Directions:
What is needed is an exact copy of all the entries below.

Information given:
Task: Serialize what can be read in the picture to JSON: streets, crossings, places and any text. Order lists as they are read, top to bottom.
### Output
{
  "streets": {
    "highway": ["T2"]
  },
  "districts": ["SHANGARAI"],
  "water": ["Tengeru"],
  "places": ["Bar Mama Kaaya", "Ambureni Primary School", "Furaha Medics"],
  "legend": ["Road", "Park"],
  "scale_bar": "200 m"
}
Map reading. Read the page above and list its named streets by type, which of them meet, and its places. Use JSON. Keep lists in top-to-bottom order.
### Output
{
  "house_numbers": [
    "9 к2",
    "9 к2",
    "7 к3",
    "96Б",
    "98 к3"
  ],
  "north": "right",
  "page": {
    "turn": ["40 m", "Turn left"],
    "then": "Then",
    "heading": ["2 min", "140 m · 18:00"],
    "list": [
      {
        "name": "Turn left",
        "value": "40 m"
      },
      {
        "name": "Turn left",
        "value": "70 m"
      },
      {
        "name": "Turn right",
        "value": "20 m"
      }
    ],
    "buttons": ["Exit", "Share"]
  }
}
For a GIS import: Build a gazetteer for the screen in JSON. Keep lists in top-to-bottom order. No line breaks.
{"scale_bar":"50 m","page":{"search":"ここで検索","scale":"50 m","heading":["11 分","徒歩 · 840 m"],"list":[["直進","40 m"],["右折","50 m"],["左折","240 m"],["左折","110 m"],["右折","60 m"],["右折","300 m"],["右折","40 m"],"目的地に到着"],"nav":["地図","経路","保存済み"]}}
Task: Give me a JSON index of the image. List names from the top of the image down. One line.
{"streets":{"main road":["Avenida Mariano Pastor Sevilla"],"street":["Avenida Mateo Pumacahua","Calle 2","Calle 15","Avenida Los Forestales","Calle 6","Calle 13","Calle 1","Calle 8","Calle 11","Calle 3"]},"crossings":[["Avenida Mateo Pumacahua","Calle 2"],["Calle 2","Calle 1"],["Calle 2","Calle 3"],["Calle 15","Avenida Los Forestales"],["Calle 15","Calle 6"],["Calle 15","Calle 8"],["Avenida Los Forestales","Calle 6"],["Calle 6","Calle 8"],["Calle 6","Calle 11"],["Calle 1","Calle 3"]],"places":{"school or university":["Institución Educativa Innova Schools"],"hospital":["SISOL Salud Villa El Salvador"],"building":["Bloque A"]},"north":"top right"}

Answer section:
Task: Serialize what can be read in the picture to JSON: streets, crossings, places and any text. Order lists as they are read, top to bottom.
### Output
{
  "streets": {
    "highway": ["T2"]
  },
  "districts": ["SHANGARAI"],
  "water": ["Tengeru"],
  "places": ["Bar Mama Kaaya", "Ambureni Primary School", "Furaha Medics"],
  "legend": ["Road", "Park"],
  "scale_bar": "200 m"
}
Map reading. Read the page above and list its named streets by type, which of them meet, and its places. Use JSON. Keep lists in top-to-bottom order.
### Output
{
  "house_numbers": [
    "9 к2",
    "9 к2",
    "7 к3",
    "96Б",
    "98 к3"
  ],
  "north": "right",
  "page": {
    "turn": ["40 m", "Turn left"],
    "then": "Then",
    "heading": ["2 min", "140 m · 18:00"],
    "list": [
      {
        "name": "Turn left",
        "value": "40 m"
      },
      {
        "name": "Turn left",
        "value": "70 m"
      },
      {
        "name": "Turn right",
        "value": "20 m"
      }
    ],
    "buttons": ["Exit", "Share"]
  }
}
For a GIS import: Build a gazetteer for the screen in JSON. Keep lists in top-to-bottom order. No line breaks.
{"scale_bar":"50 m","page":{"search":"ここで検索","scale":"50 m","heading":["11 分","徒歩 · 840 m"],"list":[["直進","40 m"],["右折","50 m"],["左折","240 m"],["左折","110 m"],["右折","60 m"],["右折","300 m"],["右折","40 m"],"目的地に到着"],"nav":["地図","経路","保存済み"]}}
Task: Give me a JSON index of the image. List names from the top of the image down. One line.
{"streets":{"main road":["Avenida Mariano Pastor Sevilla"],"street":["Avenida Mateo Pumacahua","Calle 2","Calle 15","Avenida Los Forestales","Calle 6","Calle 13","Calle 1","Calle 8","Calle 11","Calle 3"]},"crossings":[["Avenida Mateo Pumacahua","Calle 2"],["Calle 2","Calle 1"],["Calle 2","Calle 3"],["Calle 15","Avenida Los Forestales"],["Calle 15","Calle 6"],["Calle 15","Calle 8"],["Avenida Los Forestales","Calle 6"],["Calle 6","Calle 8"],["Calle 6","Calle 11"],["Calle 1","Calle 3"]],"places":{"school or university":["Institución Educativa Innova Schools"],"hospital":["SISOL Salud Villa El Salvador"],"building":["Bloque A"]},"north":"top right"}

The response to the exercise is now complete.